For the study, the researchers looked at thousands of subjects. They started monitoring them at birth and continued until the subjects were 18 years old. They surveyed them a couple of times, once when they were 15 years old, this when they split them in groups of Goths and non-Goths, and a second time three (3) years later, when the subjects were 18 years old and the researchers evaluated their mental health.
Overall, the research team noticed eight (8) big groups that the subjects identified with: Goths, bimbos, keeners, loners, chavs, skaters, populars, and the sporty.
The authors noted that “as we originally postulated, the reported association between Goth affiliation and depression could be due to social selection factors not addressed adequately in the previous study”. But they failed to answer an essential question – “why?”.
The main thing that the new study did was reinforce perception of stereotypes.

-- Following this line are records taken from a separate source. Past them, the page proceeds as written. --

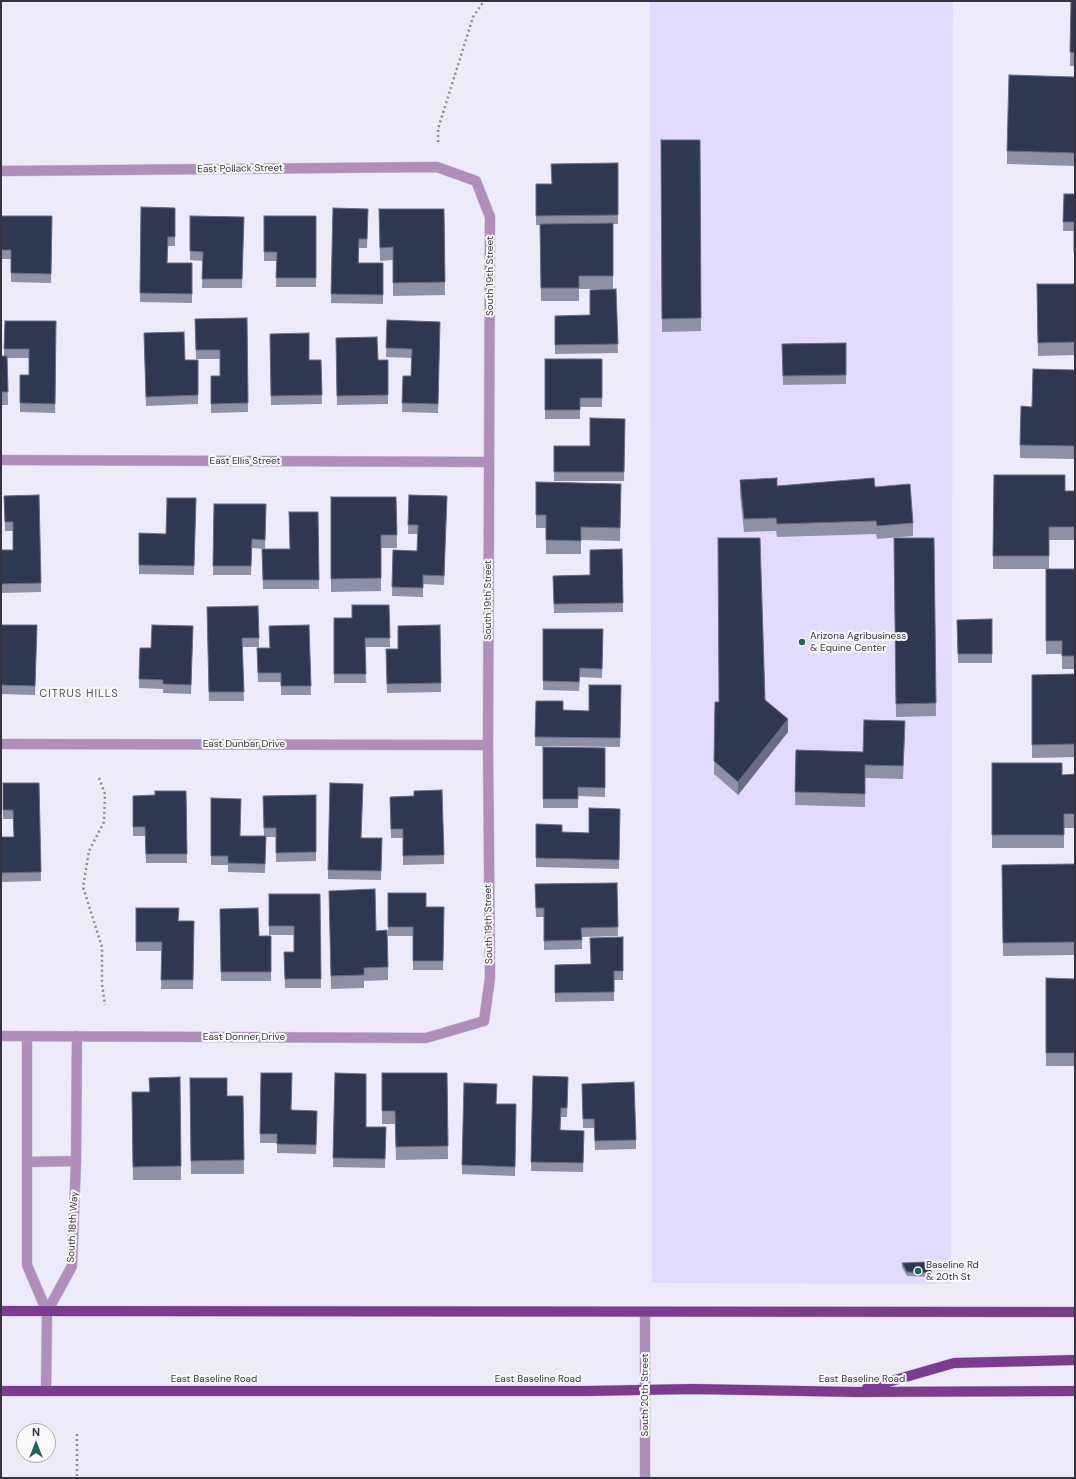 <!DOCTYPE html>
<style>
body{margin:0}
#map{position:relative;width:1076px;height:1479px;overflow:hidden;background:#edeaf9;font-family:"DM Sans",sans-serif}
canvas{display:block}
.frame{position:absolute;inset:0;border:2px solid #363341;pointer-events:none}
.north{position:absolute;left:16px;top:1423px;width:40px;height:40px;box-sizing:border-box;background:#fafafa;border:1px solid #acaab0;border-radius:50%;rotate:0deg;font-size:11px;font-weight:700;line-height:16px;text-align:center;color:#363341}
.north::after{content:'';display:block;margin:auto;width:14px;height:18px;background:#1e6457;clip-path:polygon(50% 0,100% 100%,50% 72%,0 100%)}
</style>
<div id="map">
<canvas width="1076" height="1479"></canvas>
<div class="frame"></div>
<div class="north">N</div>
</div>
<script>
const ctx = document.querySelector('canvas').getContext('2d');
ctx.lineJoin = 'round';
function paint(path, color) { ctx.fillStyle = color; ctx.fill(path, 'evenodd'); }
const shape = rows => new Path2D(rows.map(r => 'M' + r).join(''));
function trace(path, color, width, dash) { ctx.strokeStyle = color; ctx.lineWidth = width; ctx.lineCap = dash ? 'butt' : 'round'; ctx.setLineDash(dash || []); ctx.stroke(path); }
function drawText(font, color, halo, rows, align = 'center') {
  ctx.font = font + ' "DM Sans",sans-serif'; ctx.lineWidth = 4; ctx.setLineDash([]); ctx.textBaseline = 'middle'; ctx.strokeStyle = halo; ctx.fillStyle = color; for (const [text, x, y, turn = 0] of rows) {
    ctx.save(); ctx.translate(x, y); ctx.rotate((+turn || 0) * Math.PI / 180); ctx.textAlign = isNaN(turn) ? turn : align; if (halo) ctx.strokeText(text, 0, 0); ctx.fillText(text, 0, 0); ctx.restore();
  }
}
paint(shape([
 [650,1,953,1,951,1284,652,1283]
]), '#e2dbff');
const minor = shape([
 [1,171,437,167,476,181,490,217,488,745,490,978,484,1021,426,1038,1,1036],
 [1,460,489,462],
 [1,744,488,745],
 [27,1036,27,1265,47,1312,46,1391],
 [27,1162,76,1161],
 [47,1312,72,1266,76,1161,77,1036],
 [645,1312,645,1478]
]);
const major = shape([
 [1,1311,1075,1312],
 [867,1388,954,1363,1075,1360],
 [1,1391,587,1391,693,1389,856,1392,1075,1391]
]);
trace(minor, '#c8c5d4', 11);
trace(major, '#c8c5d4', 11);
trace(shape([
 [438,142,438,129,473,17,484,1],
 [99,778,105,794,104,822,89,851,83,887,102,947,102,984,105,1005],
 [77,1434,77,1478]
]), '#8b8897', 2.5, [2, 3]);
trace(minor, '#b08ebb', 10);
trace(major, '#7b3b8e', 10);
paint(shape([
 [1071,1,1075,1,1075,66,1070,66],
 [1075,77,1075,166,1007,164,1007,151],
 [661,140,700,140,701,331,662,332],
 [618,163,618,224,613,224,613,289,579,289,579,301,541,301,540,225,536,225,536,184,552,184],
 [1064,194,1075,194,1075,262,1074,262,1074,231,1063,231],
 [141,207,175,208,175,246,168,246,167,263,192,263,192,303,140,302],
 [333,208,368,209,367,248,359,248,359,263,383,263,383,304,331,303],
 [379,209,444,209,445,295,393,296,393,260,380,261],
 [1,216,52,216,51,283,11,282,11,259,1,259],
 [264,216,316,216,316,287,276,287,277,261,264,261],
 [244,217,242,288,202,288,203,261,190,260,190,251],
 [1037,284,1075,284,1075,355,1038,356],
 [616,289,618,353,555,354,555,316,590,315],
 [247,318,248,412,211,413,211,376,220,376,220,359,196,359,195,319],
 [387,320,440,322,438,413,402,412,403,376,411,376,412,358,386,357],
 [5,321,56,321,55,413,20,412,20,375,29,375,29,358,7,358,8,405,1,405,1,356,4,356],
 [144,333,185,360,198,360,198,404,146,406],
 [270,334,309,360,321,360,322,404,271,405],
 [336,338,378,360,388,360,388,404,337,405],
 [846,343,846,384,783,385,782,344],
 [545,359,602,359,602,407,580,407,580,419,545,419],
 [1075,370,1075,459,1020,458,1020,445,1032,407],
 [625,419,624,481,554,481,554,446,590,446],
 [994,475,1065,491,1075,491,1075,540,1049,540,1049,569,1075,569,1075,669,1062,669,1062,654,1046,654,1046,569,993,569],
 [740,480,777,486,875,487,913,523,913,536,877,539,876,534,777,537,776,531,744,532,740,494],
 [536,482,621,484,620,541,581,540,581,554,546,554,546,528,536,528],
 [39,495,41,592,1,593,1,550,13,550,13,531,5,531,4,496],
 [409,495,447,496,444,585,423,584,423,597,392,596,393,550,417,551,418,534,408,534],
 [331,497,396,497,397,548,381,548,381,591,331,592],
 [196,498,194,575,139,574,139,565,166,534],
 [214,504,266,504,265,549,252,548,251,575,213,575],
 [318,512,319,589,263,589,262,549,290,549],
 [894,538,934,538,936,716,896,717],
 [622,549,623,612,554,613,553,576,590,575],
 [389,605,390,647,365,647,366,683,334,683,334,618,352,618],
 [258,606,259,647,242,647,244,701,209,701,207,607],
 [992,619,992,663,958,663,957,620],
 [1,625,37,625,35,695,1,694],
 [309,625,311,695,281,695,281,682,258,682,257,648,270,648],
 [440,625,441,692,387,693,386,649,398,649],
 [193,626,191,694,163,693,163,689,139,688,140,648,151,648],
 [543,629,603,629,602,678,580,677,579,691,543,690],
 [1075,674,1075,757,1032,758,1032,675],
 [621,685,620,747,535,746,536,701,563,710,589,711],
 [765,700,788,732,738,795,714,774,715,702],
 [905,734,903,779,865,778,865,807,795,805,796,750,863,752],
 [543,747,605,748,605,797,578,796,578,808,543,808],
 [992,763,1062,775,1075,774,1075,828,1064,828,1064,848,992,848],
 [3,783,39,783,41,881,1,882,1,837,14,837,13,819,3,819],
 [186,791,187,863,146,863,145,836,133,836,133,796,155,795],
 [316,795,316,861,276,862,276,837,266,837,265,873,228,872,228,865,211,865,211,798,240,836,264,836,263,796],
 [390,797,444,855,444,864,403,865,403,838,391,838],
 [620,809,619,869,536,867,536,824,562,832,589,833],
 [361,838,382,838,381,880,328,879,328,870],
 [1075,864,1075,955,1003,956,1002,865],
 [617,883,618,936,582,937,582,949,544,950,544,917,536,917,535,884],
 [329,891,376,931,388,967,388,980,364,981,364,988,331,989],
 [388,893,426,907,444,907,443,970,413,970,413,936,388,936],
 [269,894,320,894,321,988,285,988,284,952,294,952,294,935,269,935],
 [136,908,178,921,194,921,193,989,161,989,162,951,136,951],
 [220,909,259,936,271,936,271,981,221,981],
 [623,937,623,980,614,980,614,1001,555,1002,555,965,591,964],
 [1046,978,1075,979,1075,1066,1046,1066],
 [261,1073,292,1110,317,1111,316,1154,277,1153,277,1143,260,1143],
 [335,1073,366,1127,386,1127,385,1168,333,1167],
 [382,1073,447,1073,448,1159,396,1160,395,1124,382,1124],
 [533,1076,568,1077,567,1117,561,1117,560,1130,584,1131,583,1172,531,1171],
 [180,1077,181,1180,133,1180,132,1092,149,1092,149,1078],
 [190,1078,227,1096,243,1096,244,1174,191,1174],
 [582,1084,636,1140,636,1149,595,1150,594,1128,583,1128],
 [497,1104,516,1104,515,1176,462,1174,462,1165],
 [902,1263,932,1273,932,1277,907,1276,902,1267]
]), '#8e91a6');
paint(shape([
 [788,719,788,732,738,795,738,782]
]), '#686d85');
const building = shape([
 [1071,1,1075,1,1075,53,1070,52,1071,1],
 [1009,75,1075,77,1075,153,1007,151,1009,75],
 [661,140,700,140,701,318,662,319,661,140],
 [618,163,618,215,536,216,536,184,552,184,551,164,618,163],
 [1064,194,1075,194,1075,253,1074,253,1074,222,1063,222,1064,194],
 [141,207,175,208,175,237,168,237,167,263,192,263,192,294,140,293,141,207],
 [333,208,368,209,367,239,359,239,358,263,383,263,383,295,331,294,333,208],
 [379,209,444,209,445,282,393,283,393,247,380,248,379,209],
 [1,216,52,216,51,274,11,273,11,250,1,250,1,216],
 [190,216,244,217,242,279,202,279,203,252,190,251,190,216],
 [264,216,316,216,316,278,276,278,277,252,264,252,264,216],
 [613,223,613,276,579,276,579,288,541,288,540,224,613,223],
 [1037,284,1075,284,1075,342,1038,343,1037,284],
 [616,289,618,344,555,345,555,316,590,315,590,290,616,289],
 [247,318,248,403,211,404,211,376,220,376,220,350,196,350,195,319,247,318],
 [387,320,440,322,438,404,402,403,403,376,411,376,412,349,386,348,387,320],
 [5,321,56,321,55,404,20,403,20,375,29,375,29,349,4,349,5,321],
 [184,332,185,360,198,360,198,395,146,397,144,333,184,332],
 [309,333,309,360,321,360,322,395,271,396,270,334,309,333],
 [377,337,378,360,388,360,388,395,337,396,336,338,377,337],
 [846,343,846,375,783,376,782,344,846,343],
 [1,356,7,356,8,392,1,392,1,356],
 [545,359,602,359,602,398,580,398,580,410,545,410,545,359],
 [1033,369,1075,370,1075,446,1020,445,1021,406,1032,407,1033,369],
 [590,418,625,419,624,472,554,472,554,446,590,446,590,418],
 [994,475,1065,475,1065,491,1075,491,1075,527,1049,527,1049,556,993,556,994,475],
 [777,478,777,486,874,478,875,487,910,484,913,523,877,526,876,521,777,524,776,518,744,519,740,480,777,478],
 [536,482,621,484,620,528,581,527,581,541,546,540,546,515,536,515,536,482],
 [39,495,41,583,1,584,1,550,13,550,13,522,5,522,4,496,39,495],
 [409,495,447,496,444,576,423,575,423,588,392,587,393,550,417,551,418,525,408,525,409,495],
 [331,497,396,497,397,535,381,535,381,578,331,579,331,497],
 [167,498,196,498,194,566,139,565,139,533,166,534,167,498],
 [214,504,266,504,265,540,252,539,251,566,213,566,214,504],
 [289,512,318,512,319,580,263,580,262,549,290,549,289,512],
 [718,538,760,538,765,700,788,719,738,782,714,761,715,702,719,702,718,538],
 [894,538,934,538,936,703,896,704,894,538],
 [622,549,623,603,554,604,553,576,590,575,590,550,622,549],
 [1046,569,1075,569,1075,656,1062,656,1062,641,1046,641,1046,569],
 [352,605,389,605,390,638,365,638,366,674,334,674,334,618,352,618,352,605],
 [258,606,259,638,242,638,244,692,209,692,207,607,258,606],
 [992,619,992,654,958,654,957,620,992,619],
 [1,625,37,625,35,686,1,685,1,625],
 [152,625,193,626,191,685,163,684,163,680,139,679,140,648,151,648,152,625],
 [309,625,311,686,281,686,281,673,258,673,257,648,270,648,269,626,309,625],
 [440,625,441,683,387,684,386,649,398,649,398,626,440,625],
 [543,629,603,629,602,669,580,668,579,682,543,681,543,629],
 [1075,674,1075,744,1032,745,1032,675,1075,674],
 [589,685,621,685,620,738,535,737,536,701,563,701,563,710,589,711,589,685],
 [864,720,905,721,903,766,865,765,865,794,795,792,796,750,863,752,864,720],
 [543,747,605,748,605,788,578,787,578,799,543,799,543,747],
 [992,763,1062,763,1062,775,1075,774,1075,814,1064,814,1064,835,992,835,992,763],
 [3,783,39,783,41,872,1,873,1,837,14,837,13,810,3,810,3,783],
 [330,783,363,784,361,838,382,838,381,871,328,870,330,783],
 [442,790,444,855,403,856,403,829,391,829,390,797,414,796,414,791,442,790],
 [155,791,186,791,187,854,146,854,145,827,133,827,133,796,155,795,155,791],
 [316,795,316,852,276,853,276,828,264,828,263,796,316,795],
 [211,798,241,799,240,836,266,836,265,864,228,863,228,856,211,856,211,798],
 [589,808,620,809,619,860,536,858,536,824,562,825,562,832,589,833,589,808],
 [1075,864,1075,942,1003,943,1002,865,1075,864],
 [617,883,618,927,581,928,582,940,544,941,544,908,536,908,535,884,617,883],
 [375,889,376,931,387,930,388,967,364,968,364,975,331,976,329,891,375,889],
 [388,893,426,893,426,907,444,907,443,961,413,961,413,927,388,927,388,893],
 [269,894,320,894,321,979,285,979,284,952,294,952,294,926,269,926,269,894],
 [136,908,179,908,178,921,194,921,193,980,161,980,162,942,136,942,136,908],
 [258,908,259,936,271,936,271,972,221,972,220,909,258,908],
 [623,937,623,971,614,971,614,992,555,993,555,965,591,964,590,938,623,937],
 [1046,978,1075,979,1075,1053,1046,1053,1046,978],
 [261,1073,292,1073,291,1110,317,1111,316,1145,277,1144,277,1134,260,1134,261,1073],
 [335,1073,366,1074,366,1127,386,1127,385,1159,333,1158,335,1073],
 [382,1073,447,1073,448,1146,396,1147,395,1111,382,1111,382,1073],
 [533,1076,568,1077,567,1108,561,1108,560,1130,584,1131,583,1163,531,1162,533,1076],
 [180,1077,181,1166,133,1167,132,1092,150,1092,149,1078,180,1077],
 [190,1078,227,1078,227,1096,243,1096,244,1160,191,1161,190,1078],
 [634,1082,636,1140,595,1141,594,1119,583,1119,582,1084,634,1082],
 [464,1083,497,1084,496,1104,516,1104,515,1167,462,1165,464,1083],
 [927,1262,932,1273,907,1272,902,1263,927,1262]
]);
paint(building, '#2f3853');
trace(building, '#686d85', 1);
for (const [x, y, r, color] of [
 [802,642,4,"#1e6457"],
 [918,1271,4,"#1e6457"]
]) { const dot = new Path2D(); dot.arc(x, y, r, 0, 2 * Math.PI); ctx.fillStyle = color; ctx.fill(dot); trace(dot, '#fafafa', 1.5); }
drawText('10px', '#363341', '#fafafa', [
 ["East Pollack Street",240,169,-1],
 ["South 19th Street",490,276,-90],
 ["East Ellis Street",245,461],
 ["South 19th Street",488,600,-90],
 ["East Dunbar Drive",244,744],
 ["South 19th Street",489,924,-91],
 ["East Donner Drive",244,1037],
 ["South 18th Way",73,1227,-87],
 ["East Baseline Road",214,1379],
 ["East Baseline Road",538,1379],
 ["East Baseline Road",862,1379],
 ["South 20th Street",645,1395,-90]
]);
drawText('10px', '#363341', '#fafafa', [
 ["Arizona Agribusiness",810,636],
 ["& Equine Center",810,648],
 ["Baseline Rd",926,1265],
 ["& 20th St",926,1277]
], 'left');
ctx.letterSpacing = '1px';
drawText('11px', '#514a68', '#fafafa', [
 ["CITRUS HILLS",79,694]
]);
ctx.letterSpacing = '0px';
</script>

This is a dangerous approach as people are generally much more complex than the media might like you to believe that they are.
If the researchers also add a connection to negative behavior, like they did here, people can often rely on this stereotypical perception, which is often flawed, or at the very least incomplete, when treating said stereotype and they may never get the help that they need, if they need it al all.
TheDailyBeast.com also questioned the researchers and reached out to some Goths on Reddit. What the reporter found is that Goths are actually more open minded than most people.
Clare Castleberry, a 35 year old from Louisiana, wrote that to her being a Goth means that she had the capacity to appreciate the beauty found in darkness, “exploring the idea of the ‘other’ — anything we as a society are uncomfortable with or tend to automatically dismiss”.
She said that Goths explore this otherness in an attempt to encourage people to think for themselves, question their beliefs, and change their perceptions.
Many Goths also said that they are able to openly talk about serious issues, such as mental health issues, precisely because of their embracement of the beauty of darkness.
Jack Corax, a 21 year old from New York, wrote that Goths are actually “much more in tune with such issues than the average person”. He stressed that Goths don’t have a fetish for suicide / death / mental issues, they’re just more willing go try to understand them and generally cherish honestly engaging with their emotions, as well as the emotions around them.
The findings were published a few days ago, in the journal The Lancet.